This vignette explores the vsoe (Vehicle Sequence of Events) data to visualize crash sequence patterns.
vsoe is one of three event-based data files, the
others being cevent and vevent.
According to the CRSS
Analytical User’s Manual, vevent “has the same data
elements as the cevent data file” plus “a data element
that records the sequential event number for each vehicle,” and the
vsoe file “has a subset of the data elements contained
in the Vevent data file (it is a simplified
vevent data file)” (p. 16). rfars
therefore omits cevent and vevent.
For this analysis, we will use one year of data from CRSS and explore which crash events were associated with more severe crash outcomes.
Below is the sequence for one randomly selected crash:
casenum | veh_no | aoi | soe | veventnum | year |
---|---|---|---|---|---|
202304741191 | 1 | 12 Clock Point | Motor Vehicle In-Transport | 1 | 2023 |
202304741191 | 2 | Left-Back Side | Motor Vehicle In-Transport | 1 | 2023 |
202304741191 | 2 | Non-Harmful Event | Ran Off Roadway - Right | 2 | 2023 |
202304741191 | 2 | Non-Harmful Event | Re-entering Roadway | 3 | 2023 |
202304741191 | 2 | Non-Collision | Rollover/Overturn | 4 | 2023 |
202304741191 | 2 | Non-Harmful Event | Ran Off Roadway - Left | 5 | 2023 |
202304741191 | 2 | Right-Back Side | Ditch | 6 | 2023 |
After some moderate data wrangling, the event sequences can be compared by severity across regions, as shown below.
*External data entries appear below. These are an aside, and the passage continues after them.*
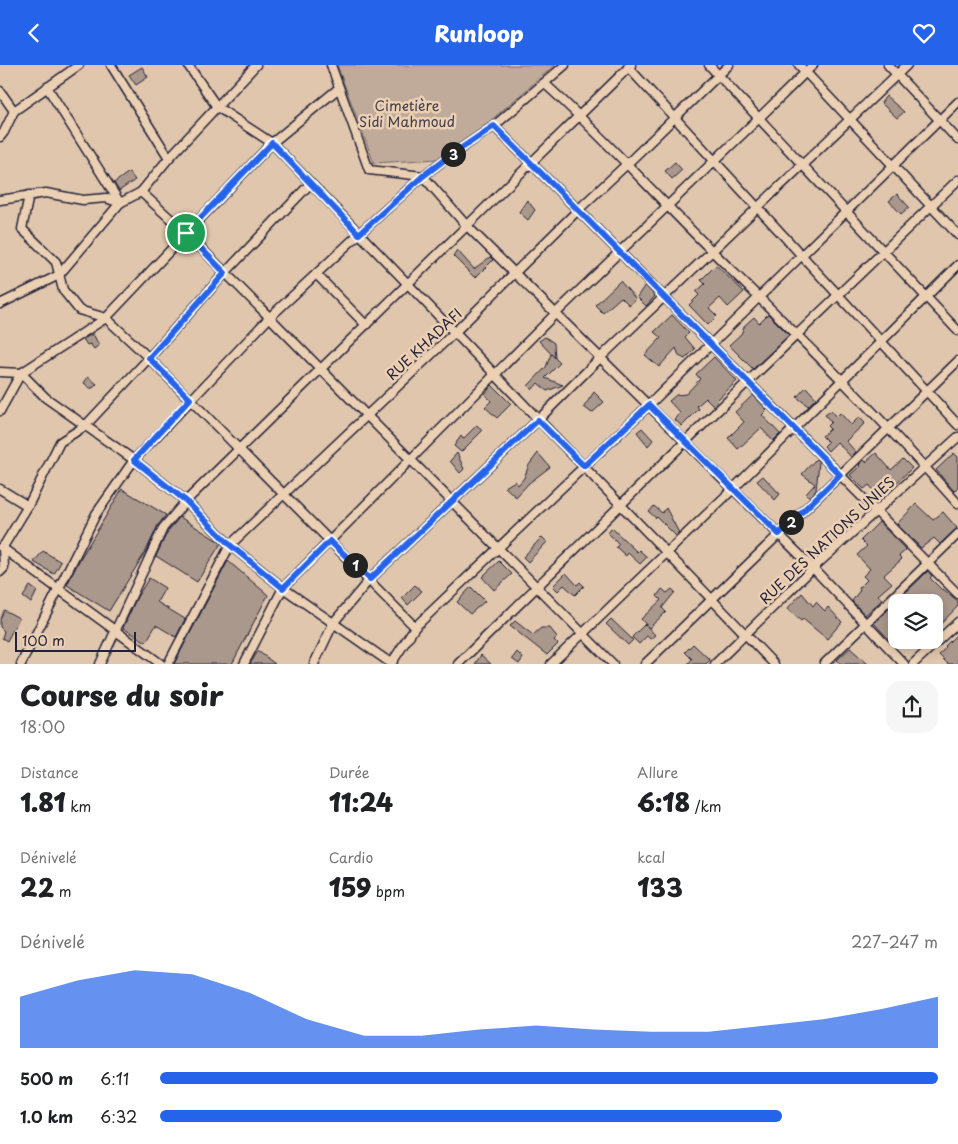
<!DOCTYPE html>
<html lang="fr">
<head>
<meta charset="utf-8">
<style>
  :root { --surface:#fff; --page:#f6f6f6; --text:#202124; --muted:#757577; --accent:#2563eb }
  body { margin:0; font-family:"Playpen Sans",sans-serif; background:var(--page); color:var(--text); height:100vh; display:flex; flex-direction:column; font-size:19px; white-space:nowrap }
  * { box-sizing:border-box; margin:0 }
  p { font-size:16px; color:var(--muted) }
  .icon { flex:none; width:28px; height:28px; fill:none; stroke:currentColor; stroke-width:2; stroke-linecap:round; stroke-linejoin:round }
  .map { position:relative; height:599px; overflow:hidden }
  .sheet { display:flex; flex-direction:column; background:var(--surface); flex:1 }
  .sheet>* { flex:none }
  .fabs { position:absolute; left:888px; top:529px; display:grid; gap:10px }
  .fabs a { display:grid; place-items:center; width:55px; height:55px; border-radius:10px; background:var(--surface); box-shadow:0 2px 12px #0003; font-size:25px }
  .scale { position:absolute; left:15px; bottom:12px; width:121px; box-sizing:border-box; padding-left:5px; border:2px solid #22223b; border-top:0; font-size:14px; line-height:18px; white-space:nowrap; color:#22223b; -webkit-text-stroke:4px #ecd0b3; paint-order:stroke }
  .pin { position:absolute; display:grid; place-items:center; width:42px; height:42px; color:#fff; margin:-21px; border:2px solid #fff; border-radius:50%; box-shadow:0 1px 5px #0007 }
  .km { position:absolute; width:25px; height:25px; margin:-12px; border-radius:50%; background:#222; color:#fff; font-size:14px; line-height:25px; text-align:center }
  .round { display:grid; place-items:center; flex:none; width:52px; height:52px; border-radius:15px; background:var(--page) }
  .headline { display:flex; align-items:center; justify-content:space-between; height:85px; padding:0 20px }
  h1 { font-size:28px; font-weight:800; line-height:38px }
  .stats { display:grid; grid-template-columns:repeat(3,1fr); gap:8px; height:85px; padding:5px 20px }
  .stats div { display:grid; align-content:center }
  .stats b { font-size:25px; font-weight:800 }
  .stats small { font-size:14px; font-weight:400 }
  .stats p { font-size:14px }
  .chart { height:140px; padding:10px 20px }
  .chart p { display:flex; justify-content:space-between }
  .chart svg { width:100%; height:90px; margin-top:5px; fill:var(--accent); opacity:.7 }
  ul { padding:0 20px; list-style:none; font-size:16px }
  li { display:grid; grid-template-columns:80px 60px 1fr; align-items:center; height:38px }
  li i { height:12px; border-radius:6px; background:var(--accent) }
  header { display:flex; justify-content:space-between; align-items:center; height:65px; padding:0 20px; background:var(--accent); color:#fff; font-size:22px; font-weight:800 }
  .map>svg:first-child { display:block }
  .green { fill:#c0aa99; stroke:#71666a }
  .building { fill:#ab988c; stroke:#22223b }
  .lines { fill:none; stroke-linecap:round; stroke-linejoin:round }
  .street-casing { stroke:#22223b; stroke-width:11 }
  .street { stroke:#ecd0b3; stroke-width:8 }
  .route-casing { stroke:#fff; stroke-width:10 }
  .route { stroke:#2563eb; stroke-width:6 }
  .labels { text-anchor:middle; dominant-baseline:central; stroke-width:5; stroke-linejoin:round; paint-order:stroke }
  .park-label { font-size:14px; fill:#423d4e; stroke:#ecd0b3 }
  .street-label { font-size:14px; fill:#22223b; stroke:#ecd0b3 }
</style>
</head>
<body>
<header><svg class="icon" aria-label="back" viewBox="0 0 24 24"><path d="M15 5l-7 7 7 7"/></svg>Runloop<svg class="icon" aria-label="heart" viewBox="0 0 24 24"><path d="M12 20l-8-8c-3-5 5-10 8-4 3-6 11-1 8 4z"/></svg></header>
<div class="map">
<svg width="958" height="599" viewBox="0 0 958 599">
  <rect width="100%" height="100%" fill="#e0c6ac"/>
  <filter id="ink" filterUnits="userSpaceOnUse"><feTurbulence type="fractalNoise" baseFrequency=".02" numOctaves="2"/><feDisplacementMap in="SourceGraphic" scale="10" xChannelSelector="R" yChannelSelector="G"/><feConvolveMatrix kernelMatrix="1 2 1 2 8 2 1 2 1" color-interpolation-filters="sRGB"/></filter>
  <g filter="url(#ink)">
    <!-- green -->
    <path class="green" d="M 337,0 L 555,0 L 467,76 L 438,94 L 374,98 Z"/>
    <!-- building -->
    <g class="building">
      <path d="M 142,2 L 148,12 L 136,20 L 129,10 Z"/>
      <path d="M 886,31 L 904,47 L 897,53 L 881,38 Z"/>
      <path d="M 675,97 L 682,105 L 672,114 L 665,106 Z"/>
      <path d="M 129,107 L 135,115 L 119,126 L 114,118 Z"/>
      <path d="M 897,129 L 909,142 L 901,149 L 889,136 Z"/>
      <path d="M 527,135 L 535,145 L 528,155 L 519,147 Z"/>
      <path d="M 457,185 L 474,204 L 490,192 L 493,195 L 475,213 L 453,191 Z"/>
      <path d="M 716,200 L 744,227 L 728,242 L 720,233 L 709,243 L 717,251 L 708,260 L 689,240 L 699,230 L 696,227 L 705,219 L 701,215 Z"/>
      <path d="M 620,216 L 636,234 L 629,240 L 621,232 L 603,248 L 595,240 Z"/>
      <path d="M 645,220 L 655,231 L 646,241 L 637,232 Z"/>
      <path d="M 768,249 L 789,270 L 753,304 L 729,280 L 741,269 L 745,260 L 754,252 L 759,258 Z"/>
      <path d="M 672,250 L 689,268 L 685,272 L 695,284 L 685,294 L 679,291 L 676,283 L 659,302 L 645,290 L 661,273 L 654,267 Z"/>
      <path d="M 93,269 L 99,280 L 94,284 L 90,279 L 87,280 L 83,274 Z"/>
      <path d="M 545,272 L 554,278 L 555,293 L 539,276 Z"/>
      <path d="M 551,289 L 560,298 L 545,313 L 563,320 L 547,326 L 538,318 L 532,325 L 528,321 L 546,302 Z"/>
      <path d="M 714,292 L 737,316 L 717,335 L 718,336 L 714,341 L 706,333 L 697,341 L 699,344 L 682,361 L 675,355 L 680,348 L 669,336 L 676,330 L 686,329 L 700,314 L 696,309 Z"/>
      <path d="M 88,312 L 97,319 L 93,323 L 90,323 L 84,318 Z"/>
      <path d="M 492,320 L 511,339 L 497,353 L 485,342 L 491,336 L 485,329 Z"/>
      <path d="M 806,322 L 816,333 L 808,341 L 797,332 Z"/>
      <path d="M 594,327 L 604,337 L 592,348 L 584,342 Z"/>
      <path d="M 753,330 L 767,345 L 762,350 L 780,369 L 773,376 L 761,363 L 738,384 L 728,373 L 744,357 L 735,347 Z"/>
      <path d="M 831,346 L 836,352 L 840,348 L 851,360 L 859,352 L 865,358 L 846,376 L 856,387 L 851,392 L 837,377 L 828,386 L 824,381 L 828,377 L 822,371 L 830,364 L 827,361 L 831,357 L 825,350 Z"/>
      <path d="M 477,360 L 482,366 L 461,387 L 454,381 L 461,371 L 463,374 Z"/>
      <path d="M 642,363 L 653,375 L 648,381 L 637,367 Z"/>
      <path d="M 457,388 L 464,404 L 460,408 L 450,396 Z"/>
      <path d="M 538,388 L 550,402 L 529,418 L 516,432 L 505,422 L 515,416 L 518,420 L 524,413 L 529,400 Z"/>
      <path d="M 876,388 L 891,405 L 903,394 L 912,403 L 881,433 L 869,420 L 864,424 L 850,410 L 860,401 L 859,400 L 864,395 L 866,397 Z"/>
      <path d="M 954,388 L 958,392 L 958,422 L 954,426 L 936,405 Z"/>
      <path d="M 816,394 L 819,397 L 816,425 L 810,432 L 806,429 L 815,419 L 802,409 Z"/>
      <path d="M 763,411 L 780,429 L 775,435 L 757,416 Z"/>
      <path d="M 122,424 L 166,450 L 158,460 L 146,486 L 109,546 L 67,520 L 80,494 Z"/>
      <path d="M 916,439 L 933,455 L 943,447 L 957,463 L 940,479 L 934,473 L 921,483 L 897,459 Z"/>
      <path d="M 654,441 L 662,448 L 666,443 L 679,468 L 676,471 L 657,452 L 656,453 L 649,447 Z"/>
      <path d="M 180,452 L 221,478 L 197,517 L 156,491 L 168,466 Z"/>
      <path d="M 879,457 L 906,485 L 899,491 L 902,494 L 884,510 L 892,518 L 878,530 L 882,535 L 865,550 L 852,536 L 860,525 L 859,523 L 867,515 L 863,511 L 870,504 L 857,490 L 867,481 L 861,475 Z"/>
      <path d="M 612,463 L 637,487 L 639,485 L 647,492 L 640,499 L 628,488 L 626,491 L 616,482 L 619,479 L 608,468 Z"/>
      <path d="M 542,472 L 547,477 L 528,497 L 523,492 Z"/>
      <path d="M 43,486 L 61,497 L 54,509 L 34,497 Z"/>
      <path d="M 228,496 L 268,530 L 232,599 L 174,599 Z"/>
      <path d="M 499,496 L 512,509 L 494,525 L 482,512 Z"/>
      <path d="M 928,506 L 932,511 L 930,513 L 942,525 L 943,524 L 958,536 L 958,541 L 934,566 L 934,538 L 896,538 L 896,573 L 892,578 L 874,558 Z"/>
      <path d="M 566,508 L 577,520 L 580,517 L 584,521 L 575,530 L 564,520 L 558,526 L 553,521 Z"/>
      <path d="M 149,513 L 165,523 L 157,537 L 185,554 L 176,572 L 156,560 L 146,577 L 123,563 L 137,532 Z"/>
      <path d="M 415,520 L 422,526 L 408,540 L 402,533 Z"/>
      <path d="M 30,521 L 37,526 L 31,538 L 23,532 Z"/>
      <path d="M 471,522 L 485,536 L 470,549 L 457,537 Z"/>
      <path d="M 662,524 L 667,528 L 672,524 L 675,527 L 662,543 L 666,547 L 649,563 L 641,554 L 661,535 L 657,531 Z"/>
      <path d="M 802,528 L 813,541 L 816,537 L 825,546 L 828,542 L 842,557 L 827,574 L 803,554 L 801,556 L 787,544 Z"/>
      <path d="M 4,545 L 19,553 L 7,576 L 2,573 L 4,566 L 0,562 L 0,554 Z"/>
      <path d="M 611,554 L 633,575 L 628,580 L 606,559 Z"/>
      <path d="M 515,556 L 533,570 L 541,563 L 550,563 L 557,572 L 554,575 L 558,579 L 547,590 L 510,561 Z"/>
      <path d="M 645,559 L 655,570 L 650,574 L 647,571 L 639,579 L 632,572 Z"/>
      <path d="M 958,568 L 958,599 L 948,599 L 939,590 L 946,582 L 945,581 Z"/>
      <path d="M 693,579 L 710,595 L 706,599 L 688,599 L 692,594 L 685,587 Z"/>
      <path d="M 850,583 L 868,599 L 841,599 L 837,595 Z"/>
      <path d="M 258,586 L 275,599 L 250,599 Z"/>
      <path d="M 517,587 L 523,593 L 519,599 L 512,594 Z"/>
      <path d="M 481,590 L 491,599 L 475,599 Z"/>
    </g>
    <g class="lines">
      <!-- street casing -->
      <g class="street-casing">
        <g id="street">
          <path d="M 111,0 L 169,93"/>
          <path d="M 188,0 L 217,42 L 272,78 L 774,599"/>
          <path d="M 331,0 L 369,105 L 423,111 L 466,160 L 813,503 L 904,599"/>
          <path d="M 709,0 L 958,266"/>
          <path d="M 799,0 L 958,170"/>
          <path d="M 888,0 L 958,75"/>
          <path d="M 628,2 L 958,360"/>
          <path d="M 544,18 C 603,71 656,131 713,187 C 796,269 880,351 958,439"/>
          <path d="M 0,26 L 14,46"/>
          <path d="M 494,61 L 578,145 L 958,529"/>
          <path d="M 0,72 L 4,67 L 14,46 L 79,0"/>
          <path d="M 141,127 L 186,168 L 613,599"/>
          <path d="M 29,130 L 22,164 L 56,197 L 63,225 L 79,245 L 106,253 L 149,293 L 415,562"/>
          <path d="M 0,135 L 46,128 L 83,135 L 106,133 L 120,138 L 141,127 L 169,93 L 256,0"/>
          <path d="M 316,209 L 366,260"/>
          <path d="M 0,239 L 59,210 L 120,138 L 47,22"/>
          <path d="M 0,307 L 21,308 L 46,333 L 134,395 L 186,436 L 230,480 L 283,523 L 392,599"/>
          <path d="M 0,346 L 21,308 L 106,253 L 272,78 L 339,23"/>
          <path d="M 0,424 L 28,441"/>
          <path d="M 1,482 L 161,599"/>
          <path d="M 0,507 L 4,503 L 3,482 L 28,441 L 60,377 L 85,361 L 149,293 L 225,208 L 310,119"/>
          <path d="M 21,599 L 96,449 L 134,395 L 269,253 L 359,169 L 423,111 L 444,95 L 494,61 L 565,0"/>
          <path d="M 100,599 L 163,463 L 186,436 L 631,0"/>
          <path d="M 168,599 L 230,480 L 454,268 L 578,145 L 627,99 L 729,0"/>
          <path d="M 244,599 L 283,523 L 556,248 L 759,53 L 813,0"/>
          <path d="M 314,599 L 334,557 L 370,514 L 538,355 L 601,292 L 907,0"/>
          <path d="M 391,599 L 415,562 L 649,340 L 958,37"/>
          <path d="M 458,599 L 686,376 L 958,115"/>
          <path d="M 551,599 L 733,424 L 958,200"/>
          <path d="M 645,599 L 958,296"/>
          <path d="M 715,599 L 813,503 L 958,372"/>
          <path d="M 824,599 L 958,469"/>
          <path d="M 913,599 L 958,557"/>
        </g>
      </g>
      <!-- street -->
      <use href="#street" class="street"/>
    </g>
  </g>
  <g class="lines" filter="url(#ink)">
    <!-- route casing -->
    <g class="route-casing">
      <path id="route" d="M 494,61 L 578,145 L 840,410 L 779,469 L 649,340 L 584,401 L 538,355 L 370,514 L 330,476 L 283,523 L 230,480 L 186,436 L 134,395 L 190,334 L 149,293 L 225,208 L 186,168 L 272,78 L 359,169 L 423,111 L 444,95 Z"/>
    </g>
    <!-- route -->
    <use href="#route" class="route"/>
  </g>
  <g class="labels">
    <!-- park labels -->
    <g class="park-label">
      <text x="407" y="40">Cimetière<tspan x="407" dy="16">Sidi Mahmoud</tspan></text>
    </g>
    <!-- street labels -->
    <g class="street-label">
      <text transform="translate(424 279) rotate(-43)">RUE KHADAFI</text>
      <text transform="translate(827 475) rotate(-43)">RUE DES NATIONS UNIES</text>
    </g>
  </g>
</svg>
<div class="fabs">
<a><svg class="icon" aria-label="layers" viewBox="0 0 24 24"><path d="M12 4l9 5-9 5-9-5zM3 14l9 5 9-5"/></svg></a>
</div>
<div class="scale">100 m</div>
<div class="pin" style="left:186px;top:168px;background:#1e9e55"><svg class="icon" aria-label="arrive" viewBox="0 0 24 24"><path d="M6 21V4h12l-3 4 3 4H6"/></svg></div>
<b class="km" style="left:355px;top:500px">1</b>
<b class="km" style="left:791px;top:457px">2</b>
<b class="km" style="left:453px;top:89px">3</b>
</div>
<section class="sheet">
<div class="headline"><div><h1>Course du soir</h1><p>18:00</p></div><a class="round"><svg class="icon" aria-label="share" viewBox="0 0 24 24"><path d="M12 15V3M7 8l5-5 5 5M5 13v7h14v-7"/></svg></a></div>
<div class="stats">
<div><p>Distance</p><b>1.81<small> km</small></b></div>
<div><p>Durée</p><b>11:24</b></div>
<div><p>Allure</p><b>6:18<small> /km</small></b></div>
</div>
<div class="stats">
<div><p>Dénivelé</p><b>22<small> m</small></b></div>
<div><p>Cardio</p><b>159<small> bpm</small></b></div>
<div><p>kcal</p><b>133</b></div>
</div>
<div class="chart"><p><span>Dénivelé</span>227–247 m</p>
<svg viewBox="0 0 160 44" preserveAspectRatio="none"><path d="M0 44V19L10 11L20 6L30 8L40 17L50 30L60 38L70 38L80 35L90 33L100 35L110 36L120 36L130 33L140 30L150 25L160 19V44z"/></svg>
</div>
<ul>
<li><b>500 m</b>6:11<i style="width:100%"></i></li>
<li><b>1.0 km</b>6:32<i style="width:80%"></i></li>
</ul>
</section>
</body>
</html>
This figure shows how many fatal and non-fatal crashes occurred in 2023 by region. It filters to event sequences that end with “Pedestrian” and shows the preceding events in order. The most common crash sequence begins and ends with “Pedestrian.” The top-left panel of the graph indicates that 37 fatal pedestrian crashes in the midwest were preceded by a vehicle running off the roadway in an unknown direction. The other 516-31= were single-event crashes beginning and ending with striking the pedestrian. Fatal pedestrian crashes in the northeast followed 4 distinct patterns, including the single-event sequence; 5 patterns emerge in the south; etc. With the exception of the midwest, all other crash sequences involved running off the roadway to the right. Notably, running off the roadway to the left was much more common among non-fatal crashes.
events_temp <-
my_events %>%
group_by(casenum, veh_no) %>%
mutate(
veventnum = as.numeric(as.character(veventnum)),
lasteventnum = max(veventnum)
) %>%
ungroup() %>%
filter(soe=="Pedestrian" & veventnum==lasteventnum) %>%
distinct(casenum, veh_no, year, lasteventnum) %>%
left_join(events_data$events) %>%
left_join(
distinct(events_data$flat, year, region, casenum, max_sev, weight) %>%
mutate_at(c("casenum", "year"), as.character) %>%
mutate_at(c("region"), word)
) %>%
mutate(
fatal = factor(ifelse(max_sev != "Fatal Injury (K)", "Non-Fatal", "Fatal"), ordered = T),
veventnum = as.numeric(as.character(veventnum)),
eventnum = as.factor(veventnum - lasteventnum),
soe = str_replace_all(soe, "Motor Vehicle In-Transport Strikes or is Struck by Cargo, Persons or Objects Set-in-Motion from/by Another Motor Vehicle In Transport", "Motor Vehicle In-Transport Strikes or is Struck by Something")
)
sequences <-
events_temp %>%
arrange(casenum, eventnum) %>%
distinct(casenum, region, eventnum, soe, fatal) %>%
group_by(casenum, region, fatal) %>%
summarize(sequence = paste0(soe, collapse = " THEN "), .groups = "drop")
sequences_meta <-
sequences %>%
group_by(sequence, region, fatal) %>%
summarize(sequence_n = n(), .groups = "drop") %>%
arrange(-sequence_n) %>%
mutate(sequence_num = row_number()) %>%
filter(sequence_n > 1)
sequence_event_counts <-
inner_join(events_temp, sequences) %>%
group_by(sequence, soe, eventnum, region, fatal) %>%
summarize(n=sum(weight)) %>%
filter(sequence %in% unique(sequences_meta$sequence))
event_counts <-
sequence_event_counts %>%
group_by(soe, eventnum, region, fatal) %>%
summarize(n=sum(n))
sequence_event_counts %>%
ggplot(aes(x=eventnum, y=soe, group=sequence)) +
geom_line(aes(linewidth = log(n)), alpha=.6) +
geom_label(
inherit.aes = F,
data = event_counts,
aes(x=eventnum, y=soe, size=log(n), label = scales::comma(n, accuracy = 1))
) +
scale_x_discrete(expand = expansion(add=c(.2, .6))) +
facet_grid(fatal~region, scales = "free_y", space = "free_y") +
guides(size="none", linewidth="none") +
labs(
x = "Event Number (Relative to Last Event)",
y = NULL,
title = "Crash Sequences",
subtitle = "Pedestrian crashes in 2023"
) +
theme(
axis.ticks = element_blank(),
strip.text.y.right = element_text(angle=0)
)
This topic could be explored further with other data elements and techniques. The event sequence data represents an underused resource for this research.